* Stored items *
□ □ □ □ □ □ □
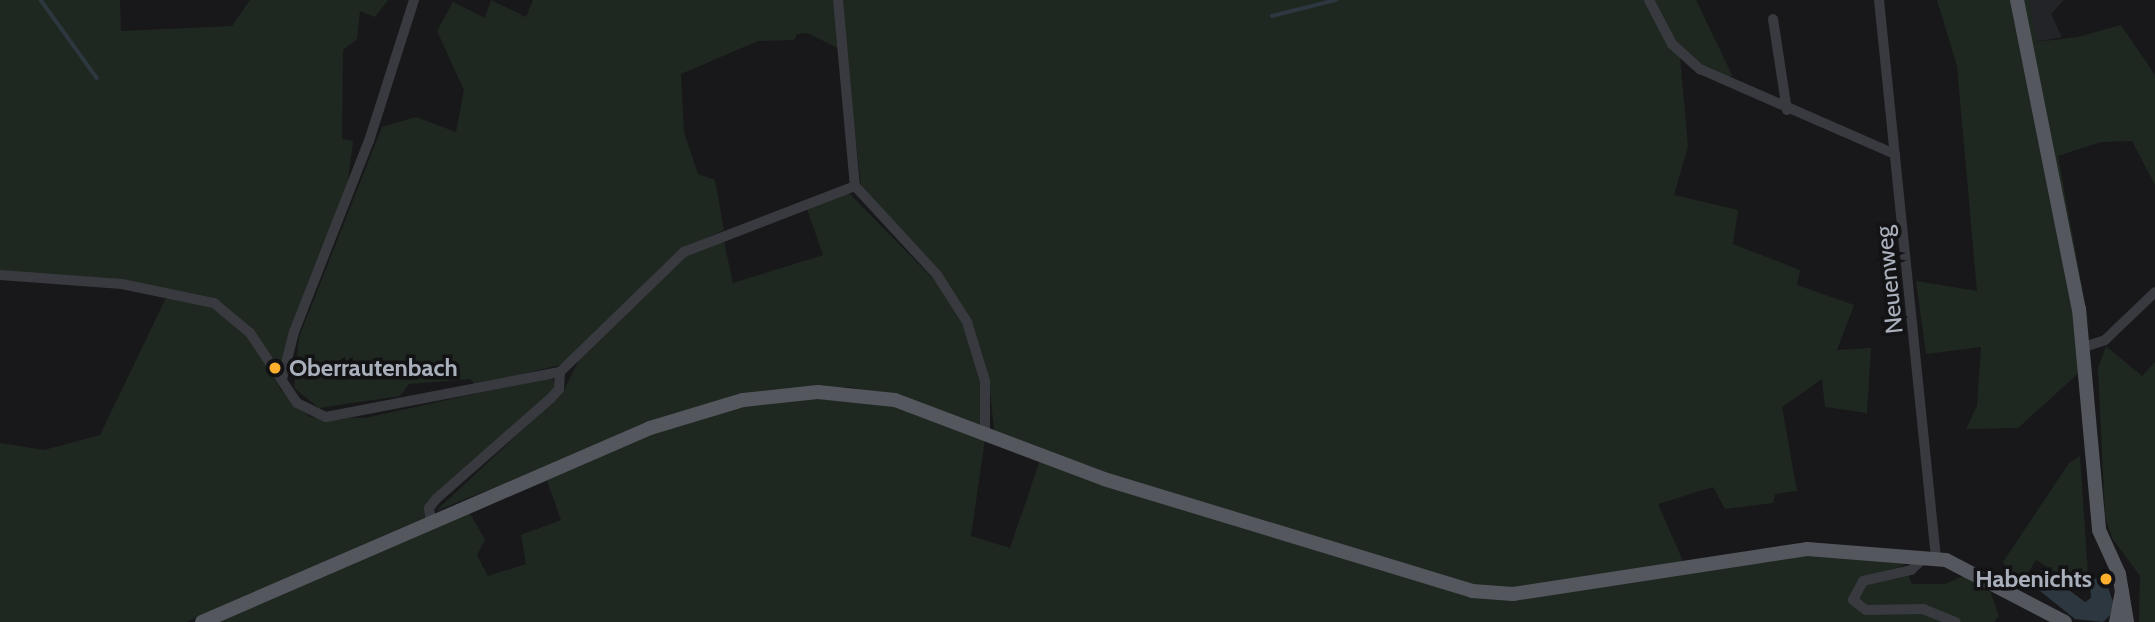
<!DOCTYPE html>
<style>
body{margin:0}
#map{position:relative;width:2155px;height:622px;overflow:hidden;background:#18181a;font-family:Cabin,sans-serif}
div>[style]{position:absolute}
.built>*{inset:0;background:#232427}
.green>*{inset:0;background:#1f2820}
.water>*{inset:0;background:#2c373f}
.stream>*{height:3.5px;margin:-1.75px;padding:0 1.75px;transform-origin:1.75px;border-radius:1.75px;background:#2c373f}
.minor>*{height:10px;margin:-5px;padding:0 5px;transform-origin:5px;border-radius:5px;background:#383a3f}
.major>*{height:14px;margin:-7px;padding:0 7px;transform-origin:7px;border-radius:7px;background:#54575e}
.dots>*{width:19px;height:19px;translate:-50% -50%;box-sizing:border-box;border:4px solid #131315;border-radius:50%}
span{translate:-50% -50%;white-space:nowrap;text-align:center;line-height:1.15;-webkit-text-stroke:7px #131315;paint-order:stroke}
.street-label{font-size:24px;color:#a9afbb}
.poi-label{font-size:24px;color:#a9afbb;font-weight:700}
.left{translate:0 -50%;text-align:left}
.right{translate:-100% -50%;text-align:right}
</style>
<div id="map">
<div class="built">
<i style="clip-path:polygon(2029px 0,2064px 0,2051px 14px,2062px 37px,2035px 42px)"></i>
</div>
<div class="green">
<i style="clip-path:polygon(0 0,120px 0,121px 31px,232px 26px,250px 0,388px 0,375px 17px,360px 11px,357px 39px,343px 50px,342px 139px,353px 141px,347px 189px,281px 366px,220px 303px,249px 335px,281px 390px,310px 417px,365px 418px,552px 377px,556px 386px,549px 395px,429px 500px,426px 517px,186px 622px,0 622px,0 443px,44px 450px,100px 435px,166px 298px,121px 287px,0 278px)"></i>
<i style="clip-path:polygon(491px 0,526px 17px,533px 0,835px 0,840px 49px,807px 33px,797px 34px,794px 40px,758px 41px,681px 74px,684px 132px,698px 174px,715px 180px,724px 230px,700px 241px,560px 365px,476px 385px,470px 379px,409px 384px,400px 396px,319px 408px,294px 388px,299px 337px,382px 127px,416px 117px,456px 132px,464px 90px,437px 31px,453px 2px,485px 18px)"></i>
<i style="clip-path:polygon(840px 0,1646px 0,1680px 57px,1688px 146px,1674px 195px,1738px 210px,1733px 244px,1800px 270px,1797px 285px,1854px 305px,1837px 350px,1871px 348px,1867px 413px,1825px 407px,1822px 379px,1782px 407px,1797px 491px,1775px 494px,1773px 503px,1725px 509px,1713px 487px,1658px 504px,1683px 561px,1638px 569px,1785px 554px,1914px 561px,1891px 570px,1908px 574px,1912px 584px,1945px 584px,1965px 575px,1990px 591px,1999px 616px,1994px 622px,198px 622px,468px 510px,485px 540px,477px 555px,488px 576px,526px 564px,521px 535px,561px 520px,547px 481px,499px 500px,609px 449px,731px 406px,817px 396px,902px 407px,985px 439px,971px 536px,1010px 548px,1040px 460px,994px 430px,989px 382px,969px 320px,861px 185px)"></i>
<i style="clip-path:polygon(1652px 0,1696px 0,1732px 75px,1726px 81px,1679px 48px)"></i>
<i style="clip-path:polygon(1937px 0,2012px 0,2073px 304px,2081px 371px,2018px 428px,1966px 429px,1977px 406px,1981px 347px,1926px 354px,1916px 281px,1977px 291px,1957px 66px)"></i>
<i style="clip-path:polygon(2021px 0,2029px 0,2036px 42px,2078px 37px,2121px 25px,2155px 75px,2155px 185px,2132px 141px,2101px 142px,2058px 156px,2091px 336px)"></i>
<i style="clip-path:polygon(848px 192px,946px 292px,970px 340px,981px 381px,982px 425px,852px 387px,754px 392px,683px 411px,436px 511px,563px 392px,581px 356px,686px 254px,723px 237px,733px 283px,823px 255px,806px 206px)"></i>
<i style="clip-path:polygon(2106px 346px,2142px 376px,2155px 362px,2155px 622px,2139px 622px,2140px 576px,2112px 538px,2105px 516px,2098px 368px)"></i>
<i style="clip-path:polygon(2080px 456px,2088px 575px,2082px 588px,2036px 560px,2027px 575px,2009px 573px,2003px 562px,2069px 463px)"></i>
</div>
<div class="water">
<i style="clip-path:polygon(2042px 570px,2085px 602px,2091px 598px,2090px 581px,2104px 575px,2113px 602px,2110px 615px,2103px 622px,2075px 619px,2035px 587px,2033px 579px)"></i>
</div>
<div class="stream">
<i style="left:41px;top:0;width:96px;rotate:54.3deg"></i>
<i style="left:1272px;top:16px;width:66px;rotate:-14deg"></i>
</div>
<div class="minor">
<i style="left:838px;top:0;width:187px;rotate:84.8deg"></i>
<i style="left:855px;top:186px;width:121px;rotate:47.3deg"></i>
<i style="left:937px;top:275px;width:56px;rotate:57.4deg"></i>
<i style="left:967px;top:322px;width:62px;rotate:73deg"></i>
<i style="left:985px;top:381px;width:53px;rotate:90deg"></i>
<i style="left:1649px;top:0;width:50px;rotate:62.4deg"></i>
<i style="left:1672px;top:44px;width:38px;rotate:42deg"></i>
<i style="left:1700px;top:69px;width:213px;rotate:23.6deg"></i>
<i style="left:1879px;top:0;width:561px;rotate:84.17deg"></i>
<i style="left:1773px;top:19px;width:92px;rotate:81.3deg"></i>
<i style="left:0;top:275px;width:122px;rotate:4.2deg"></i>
<i style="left:122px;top:284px;width:94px;rotate:11.7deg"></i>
<i style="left:214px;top:303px;width:47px;rotate:39.8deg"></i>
<i style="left:250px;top:333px;width:84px;rotate:56.1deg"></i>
<i style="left:297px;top:403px;width:32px;rotate:26deg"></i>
<i style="left:326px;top:417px;width:238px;rotate:-10.9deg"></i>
<i style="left:2084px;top:347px;width:22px;rotate:-18deg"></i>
<i style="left:2105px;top:340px;width:69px;rotate:-43.8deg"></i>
<i style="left:560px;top:372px;width:173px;rotate:-44.1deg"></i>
<i style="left:684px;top:252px;width:183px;rotate:-21.1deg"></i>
<i style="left:282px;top:379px;width:49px;rotate:-75.7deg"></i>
<i style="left:294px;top:332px;width:205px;rotate:-68.6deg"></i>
<i style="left:369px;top:141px;width:148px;rotate:-72.3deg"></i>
<i style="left:431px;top:521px;width:13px;rotate:-99deg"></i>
<i style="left:429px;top:508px;width:11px;rotate:-52deg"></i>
<i style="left:436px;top:499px;width:153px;rotate:-41.3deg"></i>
<i style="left:551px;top:398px;width:12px;rotate:-48deg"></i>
<i style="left:559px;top:389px;width:17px;rotate:-87deg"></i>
<i style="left:1925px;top:557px;width:19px;rotate:137deg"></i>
<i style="left:1911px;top:570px;width:49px;rotate:167.1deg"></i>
<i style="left:1863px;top:581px;width:21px;rotate:118deg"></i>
<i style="left:1853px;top:600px;width:16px;rotate:38deg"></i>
<i style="left:1866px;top:610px;width:57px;rotate:-1deg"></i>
<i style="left:1923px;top:609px;width:35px;rotate:22deg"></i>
</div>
<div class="major">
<i style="left:2017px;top:0;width:315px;rotate:78.7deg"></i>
<i style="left:2079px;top:309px;width:222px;rotate:84.8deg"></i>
<i style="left:2099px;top:530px;width:48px;rotate:65.6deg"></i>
<i style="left:2119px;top:574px;width:49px;rotate:80.5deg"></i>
<i style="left:202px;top:622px;width:488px;rotate:-23.4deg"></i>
<i style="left:650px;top:428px;width:97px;rotate:-16.8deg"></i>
<i style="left:743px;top:400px;width:75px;rotate:-6.1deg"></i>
<i style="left:818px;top:392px;width:77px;rotate:5.9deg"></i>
<i style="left:895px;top:400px;width:223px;rotate:20.7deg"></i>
<i style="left:1104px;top:479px;width:385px;rotate:16.9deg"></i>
<i style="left:1472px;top:591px;width:41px;rotate:4.2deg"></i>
<i style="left:1513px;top:594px;width:297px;rotate:-8.7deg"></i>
<i style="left:1807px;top:549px;width:139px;rotate:4.5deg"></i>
<i style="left:1946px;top:560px;width:134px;rotate:27.5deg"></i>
<i style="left:2116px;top:622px;width:31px;rotate:-79deg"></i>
</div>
<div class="dots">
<i style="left:275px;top:368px;background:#feb02c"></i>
<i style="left:2106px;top:579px;background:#feb02c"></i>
</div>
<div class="street-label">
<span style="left:1889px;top:280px;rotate:-96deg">Neuenweg</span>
</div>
<div class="poi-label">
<span class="left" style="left:289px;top:368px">Oberrautenbach</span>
<span class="right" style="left:2092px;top:579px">Habenichts</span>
</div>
</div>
□ □ □ □ □ □ □
* Activity *
Scan the lines above for the word "stream". Return each one that has it.

* Solution to this exercise *
.stream>*{height:3.5px;margin:-1.75px;padding:0 1.75px;transform-origin:1.75px;border-radius:1.75px;background:#2c373f}
<div class="stream">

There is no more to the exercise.